The FDA granted approval for the cobas high-risk human papillomavirus test, on April 21, which identifies women at risk for developing cervical cancer by exposing the presence of high-risk human papillomavirus DNA in cervical samples. Left untreated, human papillomavirus lesions can progress to cervical cancer.
On April 21, a New Drug Application was been submitted to the FDA for once-daily, oral relugolix at a dose of 120 mg as treatment of male patients with advanced prostate cancer, based on results from the phase III HERO study.
The FDA granted approval to the combination of ibrutinib plus rituximab on April 21, for the frontline treatment of adult patients with chronic lymphocytic leukemia or small lymphocytic leukemia, based on data from the E1912 trial.
On April 22, the FDA granted a Regenerative Medicine Advanced Therapy designation to the chimeric antigen receptor T-cell therapy, tisagenlecleucel, for an investigational new indication as treatment of patients with relapsed or refractory follicular lymphoma.
The FDA has accelerated approval to sacituzumab govitecan-hziy, on April 22, for the treatment of adult patients with metastatic triple-negative breast cancer who have received at least 2 prior therapies for metastatic disease.
On April 23, a supplemental Biologics License Application for pembrolizumab has been resubmitted to the FDA to update the dosing frequency to include a 400 mg dose administered via infusion over 30 minutes, every 6 weeks.

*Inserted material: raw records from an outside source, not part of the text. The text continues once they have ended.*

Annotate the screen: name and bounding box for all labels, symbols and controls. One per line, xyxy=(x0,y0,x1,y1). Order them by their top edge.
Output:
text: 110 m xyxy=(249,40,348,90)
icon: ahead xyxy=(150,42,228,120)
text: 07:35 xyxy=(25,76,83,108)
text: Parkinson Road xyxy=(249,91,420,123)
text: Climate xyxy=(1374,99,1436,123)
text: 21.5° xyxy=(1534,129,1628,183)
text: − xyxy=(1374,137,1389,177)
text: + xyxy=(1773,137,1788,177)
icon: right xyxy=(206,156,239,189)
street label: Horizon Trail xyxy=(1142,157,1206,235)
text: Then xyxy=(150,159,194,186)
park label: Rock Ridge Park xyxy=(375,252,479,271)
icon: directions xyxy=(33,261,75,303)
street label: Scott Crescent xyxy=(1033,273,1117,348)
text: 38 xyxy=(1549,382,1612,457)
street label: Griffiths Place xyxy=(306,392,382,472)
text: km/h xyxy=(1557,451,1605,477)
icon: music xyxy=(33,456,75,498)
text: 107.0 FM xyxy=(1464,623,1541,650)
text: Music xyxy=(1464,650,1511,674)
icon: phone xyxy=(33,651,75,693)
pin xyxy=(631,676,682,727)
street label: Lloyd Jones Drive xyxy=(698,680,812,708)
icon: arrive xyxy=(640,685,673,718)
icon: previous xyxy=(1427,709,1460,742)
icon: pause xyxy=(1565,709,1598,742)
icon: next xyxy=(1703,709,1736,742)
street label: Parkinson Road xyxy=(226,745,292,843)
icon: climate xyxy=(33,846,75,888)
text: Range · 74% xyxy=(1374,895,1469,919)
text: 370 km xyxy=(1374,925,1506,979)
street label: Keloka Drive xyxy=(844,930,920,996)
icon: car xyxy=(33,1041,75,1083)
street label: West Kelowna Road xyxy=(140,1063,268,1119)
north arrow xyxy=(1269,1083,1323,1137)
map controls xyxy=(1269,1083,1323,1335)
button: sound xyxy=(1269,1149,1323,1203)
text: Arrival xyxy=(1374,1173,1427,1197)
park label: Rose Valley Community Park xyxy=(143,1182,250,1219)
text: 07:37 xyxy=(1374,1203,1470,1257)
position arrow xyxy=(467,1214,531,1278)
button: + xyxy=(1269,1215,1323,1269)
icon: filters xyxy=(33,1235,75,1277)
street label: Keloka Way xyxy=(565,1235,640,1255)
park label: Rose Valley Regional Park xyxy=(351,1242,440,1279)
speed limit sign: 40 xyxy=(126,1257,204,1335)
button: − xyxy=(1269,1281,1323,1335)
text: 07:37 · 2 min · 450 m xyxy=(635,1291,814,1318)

The resubmission of the sBLA is a solution to Complete Response Letter issued to Merck by the FDA in February 2020. If approved, this dose of pembrolizumab will be an expansion of the prior approval for the pembrolizumab dose of 200 mg every 3 weeks.
The FDA granted approval for PD-L1 IHC 22C3 pharmDx on April 23, as a companion diagnostic as an identifier of patients with non–small cell lung cancer who are eligible for frontline treatment with pembrolizumab monotherapy. The CDx will identify these patients on the Dako Omnis platform for immunohistochemistry and in situ hybridization.
Mobocertinib was granted a Breakthrough Therapy designation by the FDA on April 27, for the treatment of patients with metastatic non–small cell lung cancer harboring EGFR exon 20 insertion mutations whose disease has progressed on or after platinum-based chemotherapy.
On April 28, a new dosage for pembrolizumab of 400 mg administered every 6 weeks across all adult indications has been approved by the FDA, whether the PD-1 inhibitor is used as monotherapy or in a combination regimen.
A Fast Track designation for eryaspase was granted by the FDA on April 29 for the treatment of patients with metastatic pancreatic cancer in the second-line setting, underscoring the need for new treatment options for this patient population.
At the close of the month, the FDA granted approval to niraparib as first-line maintenance treatment of adult patients with advanced epithelial ovarian, fallopian tube, or primary peritoneal cancer who are in complete or partial response to first-line platinum-based chemotherapy.